昭和の歌謡曲シーンで鮮烈なデビューを飾った由紀さおりさん。一方で、クラシックの声楽を学んできた姉の安田祥子さん。全く異なる音楽の道を歩んできた姉妹が、再び手を取り合って童謡や唱歌を歌い始めたのは、今から数十年も前のことでした。当時、テレビの歌番組では豪華な衣装と派手な演出のアイドルたちがオリコンチャートを賑わせていましたね。そんな時代にあって、あえて静かに、しかし力強く日本の心である歌を届けるという挑戦は、多くの人の心に深く刺さったのです。

ザ・ベストテンや夜のヒットスタジオで華やかに輝くスターたちを追いかけていた私たちも、深夜放送から流れてくるお二人の歌声には、どこかホッとするような温かさを感じたものです。姉妹ならではの息の合ったハーモニーは、まるで幼い頃に母親が歌ってくれた子守唄のように、私たちの心の奥底にある寂しさを優しく溶かしてくれました。それは、効率やスピードばかりが求められるバブル景気に沸く社会の中で、多くの日本人が失いかけていた「心の拠り所」でもあったのでしょう。

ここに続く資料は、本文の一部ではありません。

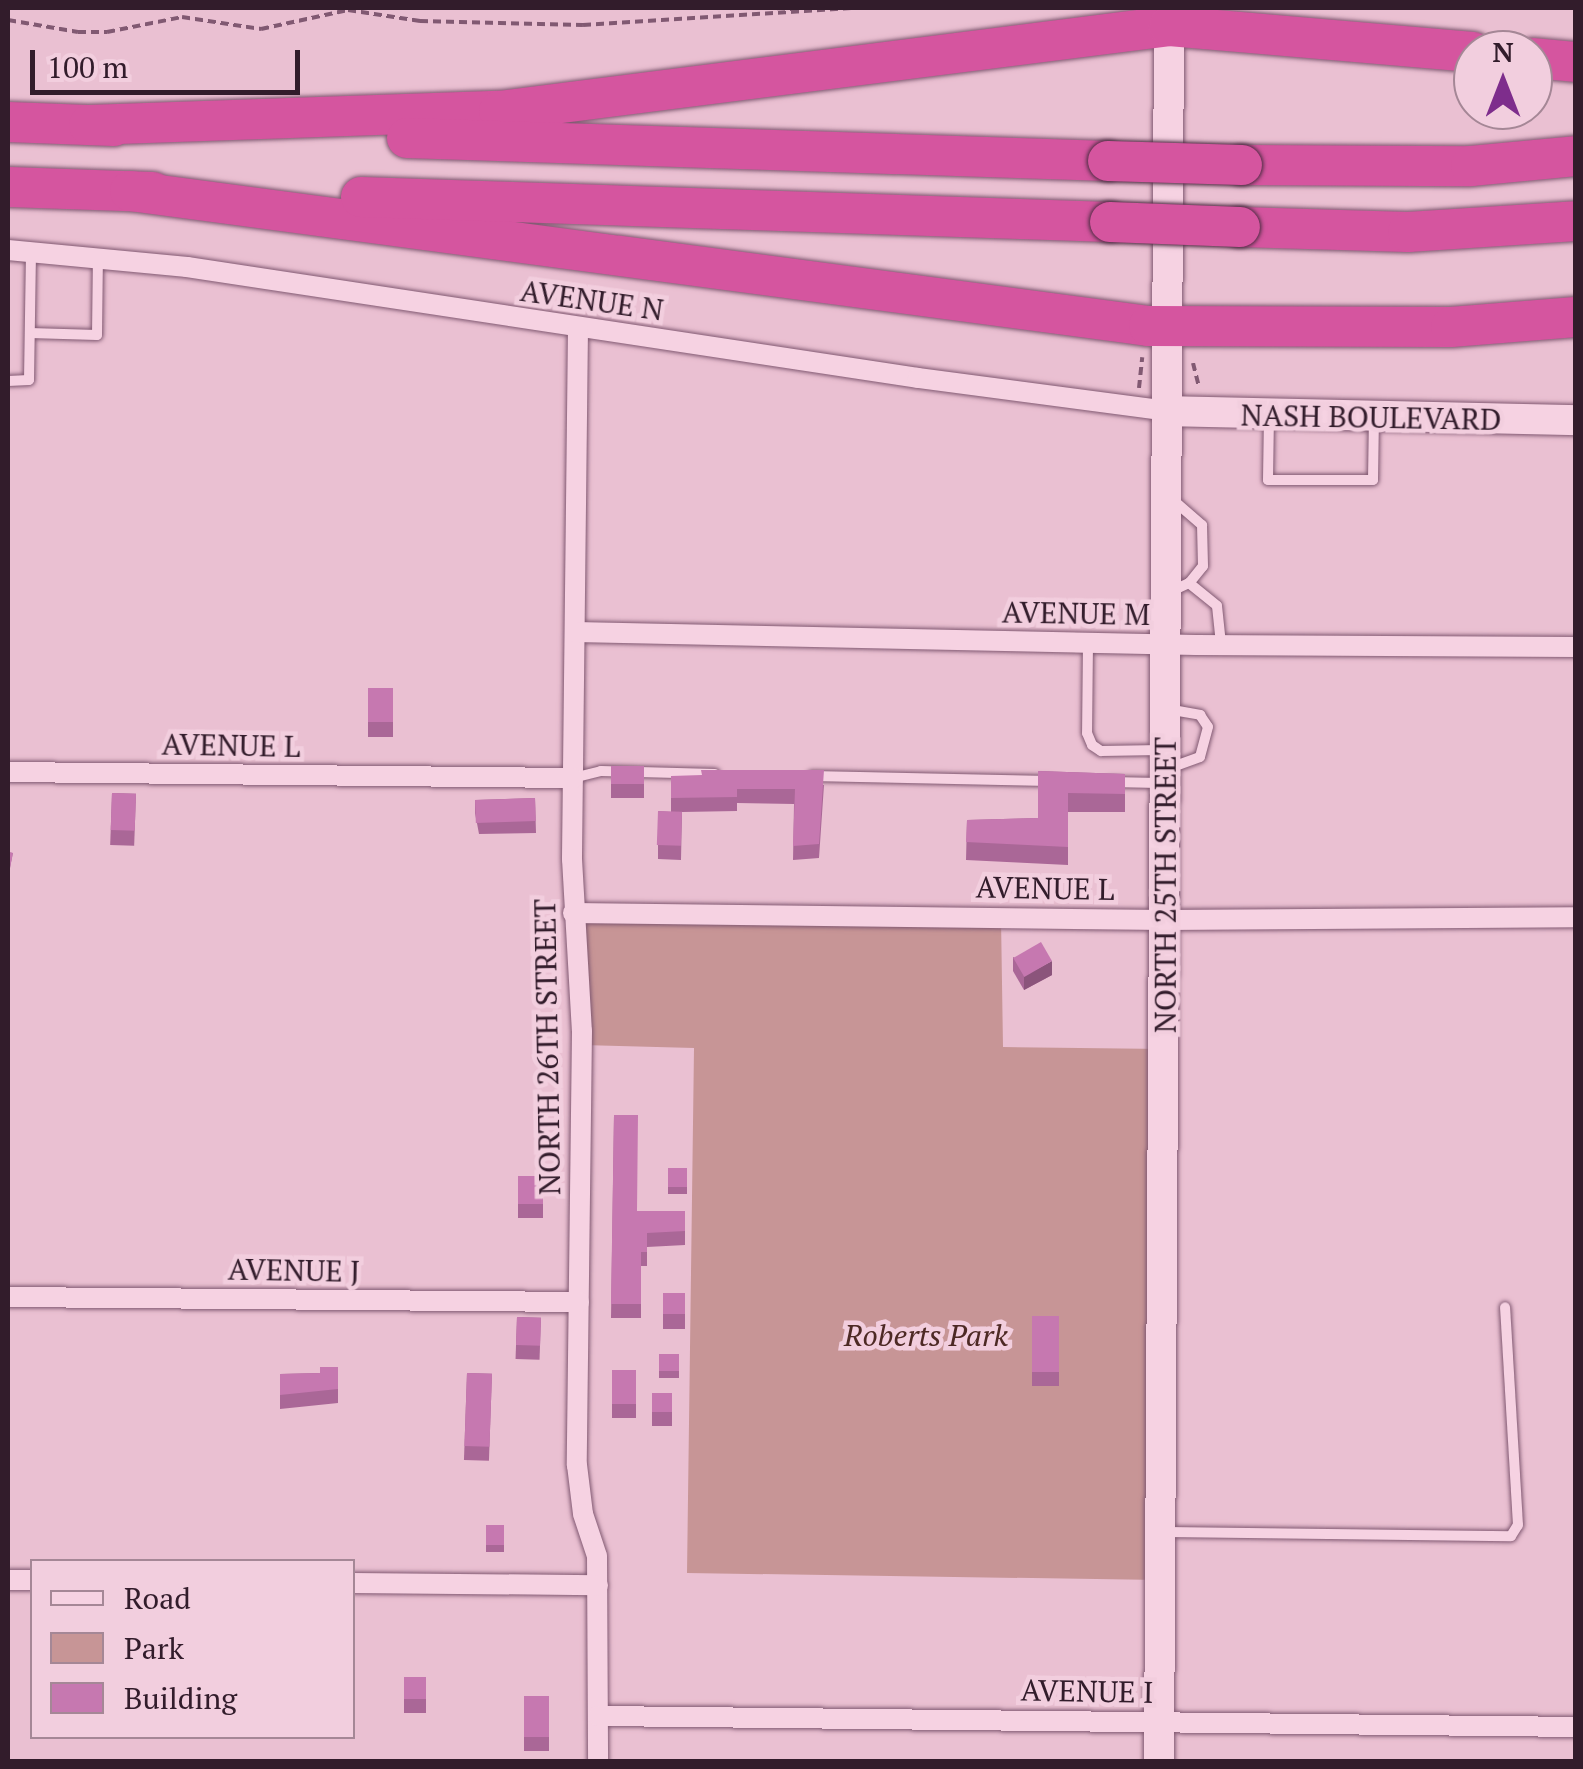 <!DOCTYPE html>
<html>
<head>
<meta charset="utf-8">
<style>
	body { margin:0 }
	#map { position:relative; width:1583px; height:1769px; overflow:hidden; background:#eac0d2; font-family:"PT Serif",serif }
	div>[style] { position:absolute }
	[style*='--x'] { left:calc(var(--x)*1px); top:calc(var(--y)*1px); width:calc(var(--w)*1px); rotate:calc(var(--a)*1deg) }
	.green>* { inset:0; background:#c79596 }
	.path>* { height:4px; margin-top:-2px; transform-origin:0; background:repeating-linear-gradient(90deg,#815972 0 8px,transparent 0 13px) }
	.roads { filter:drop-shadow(0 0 2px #815972) drop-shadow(0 0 2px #815972) }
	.lane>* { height:10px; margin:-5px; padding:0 5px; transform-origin:5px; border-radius:5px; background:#f6d2e2 }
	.street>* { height:20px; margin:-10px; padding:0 10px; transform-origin:10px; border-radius:10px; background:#f6d2e2 }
	.secondary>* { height:30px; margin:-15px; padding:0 15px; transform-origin:15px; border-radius:15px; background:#f6d2e2 }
	.highway>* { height:40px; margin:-20px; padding:0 20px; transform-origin:20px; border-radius:20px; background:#d5559f }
	.bridges { filter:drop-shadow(0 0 2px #4f2d44) drop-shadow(0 0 2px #4f2d44) }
	.highway-bridge>* { height:40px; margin:-20px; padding:0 20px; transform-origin:20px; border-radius:20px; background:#d5559f }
	.wall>* { inset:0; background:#aa6797; transform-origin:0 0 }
	.shaded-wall>* { inset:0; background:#8b547b }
	.building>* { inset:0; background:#c678b0; transform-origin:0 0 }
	span { translate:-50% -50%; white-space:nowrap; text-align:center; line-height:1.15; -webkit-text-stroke:9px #f2cede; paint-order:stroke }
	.street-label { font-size:30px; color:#321c2b }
	.park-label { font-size:30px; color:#4d2924; font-style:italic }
	.frame { position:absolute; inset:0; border:10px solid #321c2b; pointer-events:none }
	.legend { position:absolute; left:30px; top:1559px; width:325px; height:180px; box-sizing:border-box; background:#f2cede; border:2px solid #a58796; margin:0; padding:12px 18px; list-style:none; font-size:30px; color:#321c2b }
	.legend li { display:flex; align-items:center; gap:20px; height:50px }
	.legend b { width:50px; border:2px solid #a58796 }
	.north { position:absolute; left:1453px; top:30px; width:100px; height:100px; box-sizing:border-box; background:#f2cede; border:2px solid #a58796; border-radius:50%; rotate:0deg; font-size:28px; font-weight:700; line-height:40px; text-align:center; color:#321c2b }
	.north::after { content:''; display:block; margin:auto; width:35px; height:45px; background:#7e2d8c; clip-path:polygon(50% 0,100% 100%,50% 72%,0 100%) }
	.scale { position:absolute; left:30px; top:50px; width:270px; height:45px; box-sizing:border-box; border:5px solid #321c2b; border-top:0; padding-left:12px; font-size:30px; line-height:35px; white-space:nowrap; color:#321c2b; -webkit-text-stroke:8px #f2cede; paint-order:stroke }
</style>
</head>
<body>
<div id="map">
	<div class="green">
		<i style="clip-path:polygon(573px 913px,1001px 918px,1003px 1047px,1164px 1049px,1160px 1580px,687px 1573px,694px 1048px,582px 1045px)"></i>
	</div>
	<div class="path">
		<i style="--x:8;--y:20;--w:71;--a:9.7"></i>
		<i style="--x:78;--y:32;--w:29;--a:0"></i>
		<i style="--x:107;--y:32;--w:76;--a:-11.3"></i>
		<i style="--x:182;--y:17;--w:80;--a:8.6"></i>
		<i style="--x:261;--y:29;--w:89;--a:-12.3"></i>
		<i style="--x:348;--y:10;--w:73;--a:8.7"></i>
		<i style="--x:420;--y:21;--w:163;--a:1.4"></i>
		<i style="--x:583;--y:25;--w:269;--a:-3.6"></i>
		<i style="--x:1193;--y:363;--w:25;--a:76"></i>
		<i style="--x:1139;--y:388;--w:31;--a:-84"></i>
	</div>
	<div class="roads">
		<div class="lane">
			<i style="--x:30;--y:333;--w:67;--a:1.7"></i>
			<i style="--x:97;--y:335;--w:78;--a:-89.3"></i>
			<i style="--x:8;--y:381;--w:21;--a:-3"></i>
			<i style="--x:29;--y:380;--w:127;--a:-89.1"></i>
			<i style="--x:1269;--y:416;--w:64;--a:90.9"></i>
			<i style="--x:1268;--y:480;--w:105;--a:0"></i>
			<i style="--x:1373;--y:480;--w:63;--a:-89.1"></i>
			<i style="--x:1172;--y:499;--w:40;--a:41"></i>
			<i style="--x:1202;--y:525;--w:41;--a:88.6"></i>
			<i style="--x:1203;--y:566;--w:22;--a:129"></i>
			<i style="--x:1189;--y:583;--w:19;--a:155"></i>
			<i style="--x:1189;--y:583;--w:36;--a:39"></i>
			<i style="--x:1217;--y:606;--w:38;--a:84"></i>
			<i style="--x:1088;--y:643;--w:90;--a:90.6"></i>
			<i style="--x:1087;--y:733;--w:13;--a:67"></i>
			<i style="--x:1092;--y:745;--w:11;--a:34"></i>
			<i style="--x:1101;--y:751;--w:60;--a:-1"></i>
			<i style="--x:1167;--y:709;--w:34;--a:10"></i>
			<i style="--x:1200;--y:715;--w:14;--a:56"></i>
			<i style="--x:1208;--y:727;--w:31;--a:105"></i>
			<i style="--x:1200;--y:757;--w:33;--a:160"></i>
			<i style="--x:812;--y:776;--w:237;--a:1.2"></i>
			<i style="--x:573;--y:778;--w:29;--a:-14"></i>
			<i style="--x:601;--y:771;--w:114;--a:1.5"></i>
			<i style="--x:1111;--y:782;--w:48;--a:1.2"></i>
			<i style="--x:1166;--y:1532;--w:345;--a:0.7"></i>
			<i style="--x:1511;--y:1536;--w:13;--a:-58"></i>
			<i style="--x:1518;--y:1525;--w:218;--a:-93.4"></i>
		</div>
		<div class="street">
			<i style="--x:8;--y:250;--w:180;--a:5.4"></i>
			<i style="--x:187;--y:267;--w:739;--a:8.63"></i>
			<i style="--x:918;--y:378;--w:251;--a:7.5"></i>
			<i style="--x:578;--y:328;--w:531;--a:90.65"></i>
			<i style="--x:572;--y:859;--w:172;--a:86.7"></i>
			<i style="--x:582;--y:1031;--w:434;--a:90.7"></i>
			<i style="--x:577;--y:1465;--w:49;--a:83"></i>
			<i style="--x:583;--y:1514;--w:44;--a:71.6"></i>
			<i style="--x:597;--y:1556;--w:206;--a:89.7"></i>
			<i style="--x:575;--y:632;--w:621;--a:1.2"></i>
			<i style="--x:1196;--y:645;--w:380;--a:0.3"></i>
			<i style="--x:8;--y:772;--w:565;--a:0.61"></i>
			<i style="--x:573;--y:913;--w:592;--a:0.68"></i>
			<i style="--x:1165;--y:920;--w:411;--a:-0.4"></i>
			<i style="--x:8;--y:1297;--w:571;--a:0.5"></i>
			<i style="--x:8;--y:1580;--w:24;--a:0"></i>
			<i style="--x:352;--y:1583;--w:246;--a:0.5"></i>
			<i style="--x:598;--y:1716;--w:978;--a:0.64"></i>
		</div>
		<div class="secondary">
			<i style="--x:1167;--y:411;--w:409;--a:1.3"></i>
			<i style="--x:1159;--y:1762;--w:1736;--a:-89.67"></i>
		</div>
		<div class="highway">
			<i style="--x:1533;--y:58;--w:43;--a:5.3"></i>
			<i style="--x:8;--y:122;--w:106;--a:2.2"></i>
			<i style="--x:89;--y:125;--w:410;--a:-2"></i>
			<i style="--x:499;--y:111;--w:675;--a:-7.23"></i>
			<i style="--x:1169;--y:26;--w:305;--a:4.9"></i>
			<i style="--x:407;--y:138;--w:701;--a:1.88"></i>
			<i style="--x:1242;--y:165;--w:229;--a:0.3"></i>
			<i style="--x:1471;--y:166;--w:105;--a:-5.4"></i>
			<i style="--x:8;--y:187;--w:145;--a:2"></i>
			<i style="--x:130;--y:191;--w:1028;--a:7.55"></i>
			<i style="--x:1149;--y:326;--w:302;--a:0.2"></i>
			<i style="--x:1451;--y:327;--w:125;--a:-4.6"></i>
			<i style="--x:361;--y:197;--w:749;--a:1.91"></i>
			<i style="--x:1240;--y:227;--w:168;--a:1.7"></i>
			<i style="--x:1408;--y:232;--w:168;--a:-3.7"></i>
		</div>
	</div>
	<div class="bridges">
		<div class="highway-bridge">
			<i style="--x:1108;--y:161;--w:134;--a:1.7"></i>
			<i style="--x:1110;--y:222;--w:130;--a:2.2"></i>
		</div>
	</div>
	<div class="wall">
		<i style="left:368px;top:688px;width:25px;height:49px"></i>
		<i style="left:611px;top:766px;width:33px;height:32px"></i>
		<i style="clip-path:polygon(1038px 771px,1125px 774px,1125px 812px,1068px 812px,1068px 865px,966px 860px,967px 820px,1038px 818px)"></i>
		<i style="clip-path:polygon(671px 776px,824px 785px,819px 858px,793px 860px,794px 804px,737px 803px,737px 811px,682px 812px,681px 860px,658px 859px,658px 811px,671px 812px)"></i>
		<i style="left:112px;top:793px;width:24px;height:52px;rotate:2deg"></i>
		<i style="clip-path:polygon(535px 798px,536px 833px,479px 834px,475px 813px,475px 800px)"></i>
		<i style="left:8px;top:852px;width:5px;height:35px;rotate:11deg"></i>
		<i style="clip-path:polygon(1013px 957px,1052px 975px,1024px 990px,1013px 971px)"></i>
		<i style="clip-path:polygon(614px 1115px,637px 1211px,685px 1211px,685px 1245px,647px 1247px,647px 1266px,641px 1266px,641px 1318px,611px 1318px)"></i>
		<i style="left:668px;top:1168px;width:19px;height:26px"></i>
		<i style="left:518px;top:1176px;width:25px;height:42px"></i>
		<i style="left:663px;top:1293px;width:22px;height:36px"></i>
		<i style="left:1032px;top:1316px;width:27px;height:70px"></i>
		<i style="left:517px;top:1317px;width:24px;height:42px;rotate:2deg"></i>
		<i style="left:659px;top:1354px;width:20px;height:24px"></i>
		<i style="clip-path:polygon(338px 1367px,338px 1403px,280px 1409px,280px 1374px,320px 1373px)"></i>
		<i style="left:612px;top:1370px;width:24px;height:48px"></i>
		<i style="left:467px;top:1373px;width:25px;height:87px;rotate:2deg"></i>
		<i style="left:652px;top:1393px;width:20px;height:33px"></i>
		<i style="left:486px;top:1525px;width:18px;height:27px"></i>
		<i style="left:404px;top:1677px;width:22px;height:36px"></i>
		<i style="left:524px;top:1696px;width:25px;height:55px"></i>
	</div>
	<div class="shaded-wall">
		<i style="clip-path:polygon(1052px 961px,1052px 975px,1024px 990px,1024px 976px)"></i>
	</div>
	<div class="building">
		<i style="left:368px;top:688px;width:25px;height:34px"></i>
		<i style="left:611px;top:766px;width:33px;height:18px"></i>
		<i style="clip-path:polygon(701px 770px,824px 770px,819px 844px,793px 846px,795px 789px,737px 789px,737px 797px,671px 798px,671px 776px,702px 775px)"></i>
		<i style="clip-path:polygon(1038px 771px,1125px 774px,1125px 794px,1068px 793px,1068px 847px,966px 842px,967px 820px,1038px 818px)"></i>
		<i style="left:112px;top:793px;width:24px;height:37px;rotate:2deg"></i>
		<i style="left:535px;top:798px;width:23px;height:60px;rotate:88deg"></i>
		<i style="left:658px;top:811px;width:24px;height:34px;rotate:2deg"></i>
		<i style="left:8px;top:852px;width:5px;height:21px;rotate:11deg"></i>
		<i style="left:1041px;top:942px;width:22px;height:32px;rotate:60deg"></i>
		<i style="clip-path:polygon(614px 1115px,638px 1115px,637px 1211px,685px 1211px,685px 1231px,647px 1233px,647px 1252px,641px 1252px,641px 1304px,611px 1304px)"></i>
		<i style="left:668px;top:1168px;width:19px;height:19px"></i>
		<i style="left:518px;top:1176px;width:25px;height:28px"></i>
		<i style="left:663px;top:1293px;width:22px;height:21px"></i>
		<i style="left:1032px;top:1316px;width:27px;height:56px"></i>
		<i style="left:517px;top:1317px;width:24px;height:28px;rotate:2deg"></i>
		<i style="left:659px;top:1354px;width:20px;height:17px"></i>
		<i style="clip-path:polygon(320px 1367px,338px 1367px,338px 1389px,280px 1395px,280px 1374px,320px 1373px)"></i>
		<i style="left:612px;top:1370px;width:24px;height:34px"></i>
		<i style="left:467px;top:1373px;width:25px;height:73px;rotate:2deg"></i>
		<i style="left:652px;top:1393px;width:20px;height:19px"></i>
		<i style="left:486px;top:1525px;width:18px;height:20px"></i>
		<i style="left:404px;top:1677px;width:22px;height:22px"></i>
		<i style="left:524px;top:1696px;width:25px;height:41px"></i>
	</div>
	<div class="street-label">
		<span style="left:592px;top:300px;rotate:8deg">AVENUE N</span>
		<span style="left:1371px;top:417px;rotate:1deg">NASH BOULEVARD</span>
		<span style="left:1076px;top:613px;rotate:1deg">AVENUE M</span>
		<span style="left:231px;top:745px;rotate:1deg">AVENUE L</span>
		<span style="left:1165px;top:885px;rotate:-90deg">NORTH 25TH STREET</span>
		<span style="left:1045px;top:888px;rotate:1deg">AVENUE L</span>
		<span style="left:547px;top:1047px;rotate:-91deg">NORTH 26TH STREET</span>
		<span style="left:294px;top:1270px;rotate:1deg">AVENUE J</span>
		<span style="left:1087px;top:1691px;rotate:1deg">AVENUE I</span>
	</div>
	<div class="park-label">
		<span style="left:926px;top:1335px">Roberts Park</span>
	</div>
	<div class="frame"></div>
	<ul class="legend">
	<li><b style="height:12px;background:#f6d2e2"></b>Road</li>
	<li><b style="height:28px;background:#c79596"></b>Park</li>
	<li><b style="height:28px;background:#c678b0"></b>Building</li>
	</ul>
	<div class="north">N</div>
	<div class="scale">100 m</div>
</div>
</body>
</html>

お二人が大切にしてきたのは、単なる懐かしさだけではありません。日本の言葉が持つ美しさや、四季折々の風景を丁寧に言葉に紡ぐことの尊さです。安田祥子さんがしっかりと土台を支え、由紀さおりさんが豊かな表現力で物語を広げていく。その姿からは、血の繋がった姉妹だからこそ築ける強い絆と、音楽に対する真摯な姿勢が伝わってきます。レコード店で初めてお二人の童謡のアルバムを手にした時の、あの少し背筋が伸びるような感覚を今でも覚えています。

今、改めてお二人の歌を聴き直すと、当時の生活の様子や、若かった頃の自分自身の姿が走馬灯のように浮かんできます。カセットテープが擦り切れるほど聴いたあのメロディは、時代が変わっても色褪せることはありません。便利なデジタル社会になっても、心の奥にある記憶は、こうして歌声一つでいつでも鮮やかに呼び覚まされるのです。

皆さんの心の中には、今でも大切にしまっている日本の歌はありますか。由紀さおりさんと安田祥子さんが紡ぐ美しいハーモニーは、これからもずっと私たちの原風景として残り続けるはずです。ぜひ今夜は、レコードの針を落とすような気持ちで、お二人の歌声に耳を傾けてみてください。きっと、大切な何かを思い出す素敵な時間が過ごせるはずですよ。